**Work to be completed**. Find every line below where the string "sans" shows up, and copy those lines.

**Data for analysis**.
━━━

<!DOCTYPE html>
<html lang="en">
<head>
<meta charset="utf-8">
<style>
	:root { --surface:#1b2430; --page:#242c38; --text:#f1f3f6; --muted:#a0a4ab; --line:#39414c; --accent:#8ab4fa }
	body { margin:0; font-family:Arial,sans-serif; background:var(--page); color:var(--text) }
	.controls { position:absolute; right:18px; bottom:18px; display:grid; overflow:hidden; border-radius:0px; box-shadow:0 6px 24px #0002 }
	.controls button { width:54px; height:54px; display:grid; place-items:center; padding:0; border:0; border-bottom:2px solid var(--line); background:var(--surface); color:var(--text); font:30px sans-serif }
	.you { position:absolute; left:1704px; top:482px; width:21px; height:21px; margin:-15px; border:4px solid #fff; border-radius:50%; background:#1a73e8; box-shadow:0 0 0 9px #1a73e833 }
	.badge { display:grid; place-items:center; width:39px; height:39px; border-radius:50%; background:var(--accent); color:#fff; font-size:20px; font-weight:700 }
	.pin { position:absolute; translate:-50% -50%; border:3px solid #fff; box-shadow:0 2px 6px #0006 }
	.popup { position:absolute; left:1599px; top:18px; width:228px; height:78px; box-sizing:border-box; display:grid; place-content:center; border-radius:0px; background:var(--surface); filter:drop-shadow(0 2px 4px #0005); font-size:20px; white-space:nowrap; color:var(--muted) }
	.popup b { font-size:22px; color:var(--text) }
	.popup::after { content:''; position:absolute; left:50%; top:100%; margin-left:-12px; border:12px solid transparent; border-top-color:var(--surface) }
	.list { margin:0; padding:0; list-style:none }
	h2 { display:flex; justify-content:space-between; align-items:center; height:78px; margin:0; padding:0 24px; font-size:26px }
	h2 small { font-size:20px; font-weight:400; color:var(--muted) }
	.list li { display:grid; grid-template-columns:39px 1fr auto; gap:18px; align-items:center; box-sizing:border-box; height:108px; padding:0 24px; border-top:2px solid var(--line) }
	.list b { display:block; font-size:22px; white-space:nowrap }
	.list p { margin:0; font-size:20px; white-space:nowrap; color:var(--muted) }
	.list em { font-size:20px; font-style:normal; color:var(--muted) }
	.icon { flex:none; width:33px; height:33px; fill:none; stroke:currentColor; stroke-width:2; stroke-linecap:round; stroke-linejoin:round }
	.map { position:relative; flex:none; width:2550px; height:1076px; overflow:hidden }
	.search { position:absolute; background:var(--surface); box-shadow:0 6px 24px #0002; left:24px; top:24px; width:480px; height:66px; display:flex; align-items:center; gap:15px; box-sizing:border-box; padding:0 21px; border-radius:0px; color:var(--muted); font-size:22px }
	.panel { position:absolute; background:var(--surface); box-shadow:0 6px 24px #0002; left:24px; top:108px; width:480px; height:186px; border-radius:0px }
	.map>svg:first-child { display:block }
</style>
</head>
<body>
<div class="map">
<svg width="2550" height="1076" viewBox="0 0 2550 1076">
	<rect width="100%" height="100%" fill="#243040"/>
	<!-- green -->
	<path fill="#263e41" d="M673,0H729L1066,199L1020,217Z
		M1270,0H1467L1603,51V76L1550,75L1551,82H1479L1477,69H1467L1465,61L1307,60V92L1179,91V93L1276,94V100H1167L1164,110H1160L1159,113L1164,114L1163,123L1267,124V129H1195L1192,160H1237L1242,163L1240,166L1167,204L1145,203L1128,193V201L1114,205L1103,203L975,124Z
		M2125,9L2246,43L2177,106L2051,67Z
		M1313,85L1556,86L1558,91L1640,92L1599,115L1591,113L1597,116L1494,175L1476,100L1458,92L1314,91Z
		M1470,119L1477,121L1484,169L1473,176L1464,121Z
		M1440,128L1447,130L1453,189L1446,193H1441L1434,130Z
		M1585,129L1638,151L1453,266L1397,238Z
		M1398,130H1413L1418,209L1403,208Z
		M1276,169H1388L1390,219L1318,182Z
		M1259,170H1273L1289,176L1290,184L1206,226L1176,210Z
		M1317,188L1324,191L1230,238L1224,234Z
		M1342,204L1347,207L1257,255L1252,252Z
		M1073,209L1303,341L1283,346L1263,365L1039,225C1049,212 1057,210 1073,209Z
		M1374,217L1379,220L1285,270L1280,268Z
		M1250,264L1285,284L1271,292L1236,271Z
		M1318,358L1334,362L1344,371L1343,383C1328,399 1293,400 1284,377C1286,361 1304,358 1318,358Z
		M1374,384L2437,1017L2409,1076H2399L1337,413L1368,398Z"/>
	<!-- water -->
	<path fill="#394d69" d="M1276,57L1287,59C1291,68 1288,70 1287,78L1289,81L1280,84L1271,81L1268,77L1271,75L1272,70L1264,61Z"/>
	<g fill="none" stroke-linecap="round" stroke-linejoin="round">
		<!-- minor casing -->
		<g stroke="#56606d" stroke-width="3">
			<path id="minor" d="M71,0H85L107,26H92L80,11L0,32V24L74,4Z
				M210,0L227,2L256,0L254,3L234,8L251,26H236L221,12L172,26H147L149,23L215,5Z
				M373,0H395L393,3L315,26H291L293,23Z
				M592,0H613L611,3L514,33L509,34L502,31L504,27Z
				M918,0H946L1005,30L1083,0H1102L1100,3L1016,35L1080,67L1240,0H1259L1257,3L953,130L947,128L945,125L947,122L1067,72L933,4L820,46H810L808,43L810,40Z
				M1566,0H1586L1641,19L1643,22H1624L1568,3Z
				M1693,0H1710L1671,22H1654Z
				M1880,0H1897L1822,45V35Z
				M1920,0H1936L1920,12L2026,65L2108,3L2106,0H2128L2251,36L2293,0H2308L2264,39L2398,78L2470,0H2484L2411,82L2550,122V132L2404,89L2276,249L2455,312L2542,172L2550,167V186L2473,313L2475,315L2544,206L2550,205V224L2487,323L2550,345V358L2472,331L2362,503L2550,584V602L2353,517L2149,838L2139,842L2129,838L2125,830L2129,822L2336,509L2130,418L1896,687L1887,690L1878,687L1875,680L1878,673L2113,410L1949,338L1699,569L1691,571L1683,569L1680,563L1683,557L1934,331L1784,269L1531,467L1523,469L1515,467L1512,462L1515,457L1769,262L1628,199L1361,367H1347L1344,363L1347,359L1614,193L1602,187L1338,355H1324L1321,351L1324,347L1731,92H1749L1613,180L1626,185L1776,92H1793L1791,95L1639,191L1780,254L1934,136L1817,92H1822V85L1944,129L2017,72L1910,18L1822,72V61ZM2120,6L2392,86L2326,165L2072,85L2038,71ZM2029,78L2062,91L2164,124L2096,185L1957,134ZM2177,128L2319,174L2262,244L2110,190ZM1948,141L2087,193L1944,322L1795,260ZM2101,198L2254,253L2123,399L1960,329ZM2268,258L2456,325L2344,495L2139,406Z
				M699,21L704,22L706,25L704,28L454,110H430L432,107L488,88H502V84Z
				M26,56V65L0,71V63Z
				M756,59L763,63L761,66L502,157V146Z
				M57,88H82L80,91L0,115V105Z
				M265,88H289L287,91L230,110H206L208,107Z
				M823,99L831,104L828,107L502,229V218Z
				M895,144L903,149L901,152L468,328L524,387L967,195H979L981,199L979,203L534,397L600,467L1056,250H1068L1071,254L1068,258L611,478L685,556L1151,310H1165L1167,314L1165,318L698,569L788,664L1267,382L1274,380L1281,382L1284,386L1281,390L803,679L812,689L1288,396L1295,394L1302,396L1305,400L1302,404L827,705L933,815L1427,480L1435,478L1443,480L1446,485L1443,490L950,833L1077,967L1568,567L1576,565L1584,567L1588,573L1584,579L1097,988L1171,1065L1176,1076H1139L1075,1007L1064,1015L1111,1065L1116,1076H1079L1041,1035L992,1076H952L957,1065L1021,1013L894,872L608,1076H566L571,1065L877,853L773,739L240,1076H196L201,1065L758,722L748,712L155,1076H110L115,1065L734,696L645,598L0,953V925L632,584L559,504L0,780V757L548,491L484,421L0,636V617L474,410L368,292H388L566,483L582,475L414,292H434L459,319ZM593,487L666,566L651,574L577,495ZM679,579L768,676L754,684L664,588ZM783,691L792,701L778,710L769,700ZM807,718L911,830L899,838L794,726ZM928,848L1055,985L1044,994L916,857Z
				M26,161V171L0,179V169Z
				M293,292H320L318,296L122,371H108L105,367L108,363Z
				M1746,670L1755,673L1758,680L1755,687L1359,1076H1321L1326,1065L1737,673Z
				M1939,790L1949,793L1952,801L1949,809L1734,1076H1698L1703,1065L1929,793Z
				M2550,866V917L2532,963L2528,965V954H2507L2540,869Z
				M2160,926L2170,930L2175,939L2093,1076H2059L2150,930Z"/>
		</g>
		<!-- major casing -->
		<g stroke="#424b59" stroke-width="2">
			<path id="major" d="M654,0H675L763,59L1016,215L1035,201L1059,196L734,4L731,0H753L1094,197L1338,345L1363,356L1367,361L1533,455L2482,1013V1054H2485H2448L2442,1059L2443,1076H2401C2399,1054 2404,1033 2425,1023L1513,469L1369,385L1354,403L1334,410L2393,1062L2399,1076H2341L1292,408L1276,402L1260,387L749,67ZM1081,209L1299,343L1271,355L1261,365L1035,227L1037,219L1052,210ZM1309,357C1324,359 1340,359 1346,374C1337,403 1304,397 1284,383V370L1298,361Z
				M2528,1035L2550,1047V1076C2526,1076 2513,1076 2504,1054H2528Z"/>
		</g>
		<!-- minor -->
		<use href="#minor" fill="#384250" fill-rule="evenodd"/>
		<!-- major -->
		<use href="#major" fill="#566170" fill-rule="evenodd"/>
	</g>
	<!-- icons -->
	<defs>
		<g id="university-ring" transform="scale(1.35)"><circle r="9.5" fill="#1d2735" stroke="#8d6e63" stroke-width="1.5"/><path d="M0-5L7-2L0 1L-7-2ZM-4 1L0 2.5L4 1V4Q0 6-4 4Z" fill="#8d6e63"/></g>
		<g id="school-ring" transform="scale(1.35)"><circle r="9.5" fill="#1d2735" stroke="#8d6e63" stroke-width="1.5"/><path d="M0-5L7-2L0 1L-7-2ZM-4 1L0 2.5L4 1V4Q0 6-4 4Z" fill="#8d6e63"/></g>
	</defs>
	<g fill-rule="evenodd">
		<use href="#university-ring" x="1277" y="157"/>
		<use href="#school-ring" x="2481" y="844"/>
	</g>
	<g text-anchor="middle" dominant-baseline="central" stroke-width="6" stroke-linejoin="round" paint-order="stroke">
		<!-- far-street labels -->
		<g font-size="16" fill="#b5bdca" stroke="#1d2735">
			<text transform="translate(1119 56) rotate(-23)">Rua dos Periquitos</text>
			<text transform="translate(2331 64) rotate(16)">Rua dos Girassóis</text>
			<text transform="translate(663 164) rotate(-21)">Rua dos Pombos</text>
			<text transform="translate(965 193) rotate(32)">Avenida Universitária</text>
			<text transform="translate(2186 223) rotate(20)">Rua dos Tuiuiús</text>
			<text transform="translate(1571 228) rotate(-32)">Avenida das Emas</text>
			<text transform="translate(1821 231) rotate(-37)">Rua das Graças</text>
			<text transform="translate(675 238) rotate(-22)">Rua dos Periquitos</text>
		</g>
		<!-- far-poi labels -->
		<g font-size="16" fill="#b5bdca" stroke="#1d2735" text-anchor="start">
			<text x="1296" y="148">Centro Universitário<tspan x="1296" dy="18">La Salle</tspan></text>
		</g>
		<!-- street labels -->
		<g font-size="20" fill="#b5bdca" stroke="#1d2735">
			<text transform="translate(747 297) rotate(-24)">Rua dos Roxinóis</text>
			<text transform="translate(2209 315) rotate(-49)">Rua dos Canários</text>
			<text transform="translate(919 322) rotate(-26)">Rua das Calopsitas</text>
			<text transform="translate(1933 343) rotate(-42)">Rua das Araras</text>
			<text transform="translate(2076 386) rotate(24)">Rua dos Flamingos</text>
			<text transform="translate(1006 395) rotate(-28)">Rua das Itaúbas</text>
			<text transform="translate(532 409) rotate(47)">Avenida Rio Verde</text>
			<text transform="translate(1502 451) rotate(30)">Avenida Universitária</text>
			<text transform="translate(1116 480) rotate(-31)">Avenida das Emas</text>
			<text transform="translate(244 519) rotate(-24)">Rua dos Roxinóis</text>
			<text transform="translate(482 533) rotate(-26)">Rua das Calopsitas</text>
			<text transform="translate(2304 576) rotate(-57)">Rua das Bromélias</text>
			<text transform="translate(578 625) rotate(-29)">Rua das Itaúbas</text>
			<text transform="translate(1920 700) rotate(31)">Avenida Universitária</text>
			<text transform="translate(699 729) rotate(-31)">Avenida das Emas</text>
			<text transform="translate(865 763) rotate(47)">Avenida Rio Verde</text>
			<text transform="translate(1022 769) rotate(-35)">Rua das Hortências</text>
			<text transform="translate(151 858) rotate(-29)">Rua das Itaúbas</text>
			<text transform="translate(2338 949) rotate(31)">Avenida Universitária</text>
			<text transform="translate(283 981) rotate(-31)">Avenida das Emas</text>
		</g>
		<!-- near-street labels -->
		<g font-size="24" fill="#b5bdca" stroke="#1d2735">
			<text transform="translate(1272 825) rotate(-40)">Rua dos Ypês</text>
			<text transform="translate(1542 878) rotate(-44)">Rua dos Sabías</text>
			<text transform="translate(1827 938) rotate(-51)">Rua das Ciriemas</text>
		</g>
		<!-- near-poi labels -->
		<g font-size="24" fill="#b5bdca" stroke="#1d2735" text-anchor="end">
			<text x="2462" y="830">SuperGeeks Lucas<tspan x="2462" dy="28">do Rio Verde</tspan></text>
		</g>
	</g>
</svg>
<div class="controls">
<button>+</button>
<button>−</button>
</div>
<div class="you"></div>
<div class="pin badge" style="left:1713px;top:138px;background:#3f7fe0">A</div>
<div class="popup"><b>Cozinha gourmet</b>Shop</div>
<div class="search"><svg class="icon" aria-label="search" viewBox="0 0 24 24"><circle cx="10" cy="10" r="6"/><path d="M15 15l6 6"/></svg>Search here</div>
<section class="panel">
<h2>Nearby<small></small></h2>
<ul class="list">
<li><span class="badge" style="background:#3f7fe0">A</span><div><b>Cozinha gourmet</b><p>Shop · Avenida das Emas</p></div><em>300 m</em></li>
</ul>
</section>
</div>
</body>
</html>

━━━

**Problem solution**.
	body { margin:0; font-family:Arial,sans-serif; background:var(--page); color:var(--text) }
	.controls button { width:54px; height:54px; display:grid; place-items:center; padding:0; border:0; border-bottom:2px solid var(--line); background:var(--surface); color:var(--text); font:30px sans-serif }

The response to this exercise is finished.